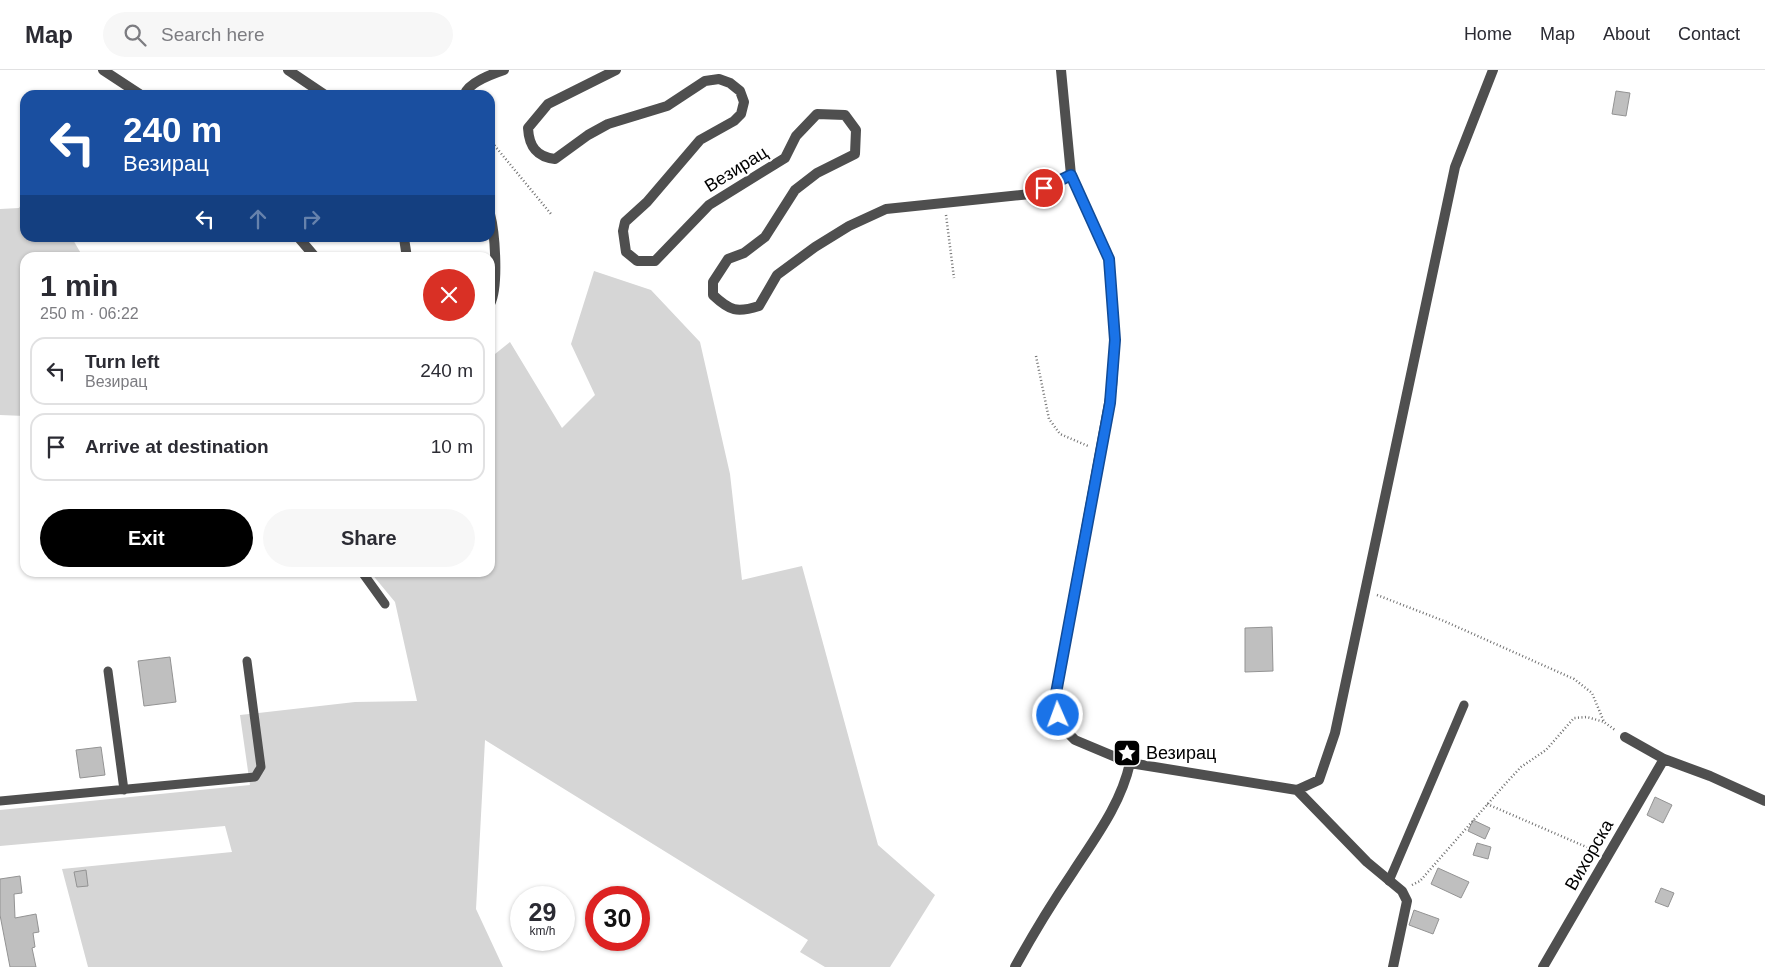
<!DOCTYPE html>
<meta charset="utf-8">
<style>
:root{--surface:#fff;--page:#f7f7f7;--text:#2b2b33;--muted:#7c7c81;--line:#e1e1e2;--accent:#000}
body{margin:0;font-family:Arial,sans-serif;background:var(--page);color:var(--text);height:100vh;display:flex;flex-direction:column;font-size:19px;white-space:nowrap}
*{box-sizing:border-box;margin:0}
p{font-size:16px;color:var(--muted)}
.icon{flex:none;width:28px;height:28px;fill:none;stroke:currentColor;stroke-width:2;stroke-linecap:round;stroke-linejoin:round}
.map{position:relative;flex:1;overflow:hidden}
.drawer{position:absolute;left:20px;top:182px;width:475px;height:325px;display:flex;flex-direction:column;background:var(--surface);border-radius:15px;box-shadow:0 1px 4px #0004}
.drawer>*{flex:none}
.guide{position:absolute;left:20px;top:20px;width:475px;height:152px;border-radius:15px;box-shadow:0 1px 4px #0004;background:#1a4fa0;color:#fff;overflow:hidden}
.speed{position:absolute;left:510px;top:816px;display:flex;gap:10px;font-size:25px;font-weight:700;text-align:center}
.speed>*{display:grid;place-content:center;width:65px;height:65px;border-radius:50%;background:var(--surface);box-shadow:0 1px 4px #0004;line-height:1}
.speed small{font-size:12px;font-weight:400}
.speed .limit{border:8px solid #d22;background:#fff;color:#111}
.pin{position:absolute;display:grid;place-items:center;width:42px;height:42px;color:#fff;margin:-21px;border:2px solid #fff;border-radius:50%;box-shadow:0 1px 5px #0007}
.me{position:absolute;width:55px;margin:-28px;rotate:358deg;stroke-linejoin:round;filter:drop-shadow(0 0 4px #0008)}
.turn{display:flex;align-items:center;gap:18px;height:105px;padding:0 20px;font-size:22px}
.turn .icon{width:65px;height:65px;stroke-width:2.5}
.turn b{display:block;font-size:35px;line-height:42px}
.lanes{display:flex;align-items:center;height:48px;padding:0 20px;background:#0003;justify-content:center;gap:25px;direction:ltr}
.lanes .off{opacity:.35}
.round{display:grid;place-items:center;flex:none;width:52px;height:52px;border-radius:26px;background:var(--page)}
.headline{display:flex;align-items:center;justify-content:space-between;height:85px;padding:0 20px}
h1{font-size:30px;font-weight:600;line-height:38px}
.cta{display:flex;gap:10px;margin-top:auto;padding:10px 20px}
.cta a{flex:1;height:58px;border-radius:30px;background:var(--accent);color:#fff;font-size:20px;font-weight:600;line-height:58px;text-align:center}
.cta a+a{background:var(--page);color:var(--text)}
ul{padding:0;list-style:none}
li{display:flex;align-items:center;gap:15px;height:68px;margin:0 10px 8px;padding:0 10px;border:2px solid var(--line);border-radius:15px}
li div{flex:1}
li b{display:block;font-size:19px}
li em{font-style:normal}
header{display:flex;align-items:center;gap:30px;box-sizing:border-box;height:70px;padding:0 25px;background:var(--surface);border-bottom:1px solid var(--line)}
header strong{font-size:24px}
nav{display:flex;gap:28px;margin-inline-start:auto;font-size:18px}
.search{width:350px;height:45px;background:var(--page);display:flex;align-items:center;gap:12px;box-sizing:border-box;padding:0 18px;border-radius:28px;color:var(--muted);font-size:19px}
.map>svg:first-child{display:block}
.green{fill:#d6d6d6}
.building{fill:#bfbfbf;stroke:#939393}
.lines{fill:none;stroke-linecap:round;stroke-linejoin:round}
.path{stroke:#717171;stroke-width:2.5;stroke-dasharray:1 2.5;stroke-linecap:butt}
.service{stroke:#4f4f4f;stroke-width:9}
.minor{stroke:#4f4f4f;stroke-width:10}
.route-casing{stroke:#114b97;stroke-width:12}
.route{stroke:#1a73e8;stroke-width:9}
.labels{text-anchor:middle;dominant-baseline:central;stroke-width:4.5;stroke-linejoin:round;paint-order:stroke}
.street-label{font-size:18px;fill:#000;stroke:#fff}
.poi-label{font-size:18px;fill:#000;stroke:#fff;text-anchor:start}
</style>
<header>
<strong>Map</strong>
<div class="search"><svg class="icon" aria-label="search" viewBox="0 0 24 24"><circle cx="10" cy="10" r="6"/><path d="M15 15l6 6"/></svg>Search here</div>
<nav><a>Home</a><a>Map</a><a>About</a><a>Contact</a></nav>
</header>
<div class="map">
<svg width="1765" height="897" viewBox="0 0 1765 897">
<rect width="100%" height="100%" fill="#fff"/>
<path class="green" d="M25,128V168H72L83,187L25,188V346L0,345V139L19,138Z
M594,201L651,220L700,272L730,404L742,510L802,496L878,775L935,825L890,897H825L800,882L808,870L485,670L476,839L503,897H88L62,799L232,782L225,756L0,776V740L250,715L240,645L355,632L417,631L395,532L371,503L490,502V288L510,272L562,358L595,325L571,274Z"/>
<path class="building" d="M1616,21L1630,23L1626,46L1612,44Z
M1272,557L1273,601L1245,602V558Z
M170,587L176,632L144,636L138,591Z
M101,677L105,705L80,708L76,680Z
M1655,727L1672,735L1663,753L1647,745Z
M1473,750L1490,758L1485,769L1468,761Z
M1477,773L1491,777L1488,789L1473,785Z
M1438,798L1469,812L1461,828L1431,814Z
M86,800L88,816L77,817L74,802Z
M20,806L22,823L14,824L15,848L36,844L39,862L33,863L35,877L32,878L36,897H10L0,845V809Z
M1661,818L1674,823L1668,837L1655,832Z
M1414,840L1439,849L1433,864L1409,855Z"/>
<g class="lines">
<path class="path" d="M490,70L551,144
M946,145L954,208
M1036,286L1049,349L1060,364L1088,376
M1377,525L1444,551L1574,609L1592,623L1604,652L1615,660
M1487,734L1598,782
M1412,815L1420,811L1507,712L1521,697L1546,680L1574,648L1587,647L1604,652"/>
<path class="service" d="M362,502L385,534
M108,601L124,720
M0,731L255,707L261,697L247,591
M1389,811L1464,635"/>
<path class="minor" d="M103,0L141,25
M288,0L325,25
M616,0L548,34L528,58C529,76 536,87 555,89L588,65L608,54L667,36L705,11L719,9L730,13L740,21L744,32L741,44L734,51L700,70L647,132L625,152L623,161L626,182L637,191H655L709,135L785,88L796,66L817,44L845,45L856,60L855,84L817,103L795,120L765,167L744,183L728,189L713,212V225C730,241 737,243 759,236L777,205L815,177L849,156L886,139L1031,124L1071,105
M1061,0L1071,105L1109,189L1115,270L1112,317L1054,634L1061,656L1075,670L1130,693L1297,720L1319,710L1335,663L1455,97L1493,0
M464,25C469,12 492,4 504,0
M490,144C495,163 499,216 490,234
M299,168L316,188
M404,168L407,188
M1625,667L1664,689L1710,706L1765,731
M1297,720L1367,792L1402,821L1407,831L1393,897
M1015,897C1033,864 1052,833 1073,802C1095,768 1121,734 1130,693
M1543,897L1664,689"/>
</g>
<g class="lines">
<g class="route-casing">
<path id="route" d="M1044,118L1071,105L1109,189L1115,270L1110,333L1054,634L1058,645"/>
</g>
<use href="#route" class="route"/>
</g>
<defs>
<g id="sight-square" transform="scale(1.4375)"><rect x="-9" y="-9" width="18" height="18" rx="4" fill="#000" stroke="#fff"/><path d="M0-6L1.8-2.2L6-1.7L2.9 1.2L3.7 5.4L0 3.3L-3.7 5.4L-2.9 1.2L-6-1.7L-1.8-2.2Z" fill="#fff"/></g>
</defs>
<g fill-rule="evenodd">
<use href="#sight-square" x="1127" y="683"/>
</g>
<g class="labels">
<g class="street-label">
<text transform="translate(736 99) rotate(-32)">Везирац</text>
<text transform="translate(1589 785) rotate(-60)">Вихорска</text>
</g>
<g class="poi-label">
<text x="1146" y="683">Везирац</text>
</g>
</g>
</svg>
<div class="speed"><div>29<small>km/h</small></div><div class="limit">30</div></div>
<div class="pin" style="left:1044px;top:118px;background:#d93025"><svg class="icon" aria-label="arrive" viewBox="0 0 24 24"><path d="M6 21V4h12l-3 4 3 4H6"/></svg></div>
<svg class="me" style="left:1058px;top:645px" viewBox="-20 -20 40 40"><circle r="17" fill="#1a73e8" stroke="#fff" stroke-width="3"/><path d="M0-11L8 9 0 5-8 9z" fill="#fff"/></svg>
<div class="guide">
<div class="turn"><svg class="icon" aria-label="left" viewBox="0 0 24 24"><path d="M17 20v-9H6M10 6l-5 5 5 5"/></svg><div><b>240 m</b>Везирац</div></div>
<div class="lanes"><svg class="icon" aria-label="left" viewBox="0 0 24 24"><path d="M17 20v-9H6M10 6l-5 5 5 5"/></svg><svg class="icon off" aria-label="ahead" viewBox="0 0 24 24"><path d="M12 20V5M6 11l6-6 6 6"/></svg><svg class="icon off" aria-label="right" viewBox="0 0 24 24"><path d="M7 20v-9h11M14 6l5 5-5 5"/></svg></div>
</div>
<section class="drawer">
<div class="headline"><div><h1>1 min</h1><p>250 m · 06:22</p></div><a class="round" style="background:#d93025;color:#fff"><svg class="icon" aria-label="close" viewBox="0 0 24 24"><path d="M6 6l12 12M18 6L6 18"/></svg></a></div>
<ul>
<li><svg class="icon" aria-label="left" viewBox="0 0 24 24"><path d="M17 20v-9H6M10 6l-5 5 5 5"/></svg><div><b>Turn left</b><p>Везирац</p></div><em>240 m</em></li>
<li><svg class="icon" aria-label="arrive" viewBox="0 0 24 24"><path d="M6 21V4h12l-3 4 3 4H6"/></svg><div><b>Arrive at destination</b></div><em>10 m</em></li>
</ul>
<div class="cta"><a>Exit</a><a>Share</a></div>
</section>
</div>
^^^^^^^^^^^^^^^^
* [TASK OBJECTIVE]:
Look through the records and gather every line containing "shadow".

* [PROBLEM SOLUTION]:
.drawer{position:absolute;left:20px;top:182px;width:475px;height:325px;display:flex;flex-direction:column;background:var(--surface);border-radius:15px;box-shadow:0 1px 4px #0004}
.guide{position:absolute;left:20px;top:20px;width:475px;height:152px;border-radius:15px;box-shadow:0 1px 4px #0004;background:#1a4fa0;color:#fff;overflow:hidden}
.speed>*{display:grid;place-content:center;width:65px;height:65px;border-radius:50%;background:var(--surface);box-shadow:0 1px 4px #0004;line-height:1}
.pin{position:absolute;display:grid;place-items:center;width:42px;height:42px;color:#fff;margin:-21px;border:2px solid #fff;border-radius:50%;box-shadow:0 1px 5px #0007}
.me{position:absolute;width:55px;margin:-28px;rotate:358deg;stroke-linejoin:round;filter:drop-shadow(0 0 4px #0008)}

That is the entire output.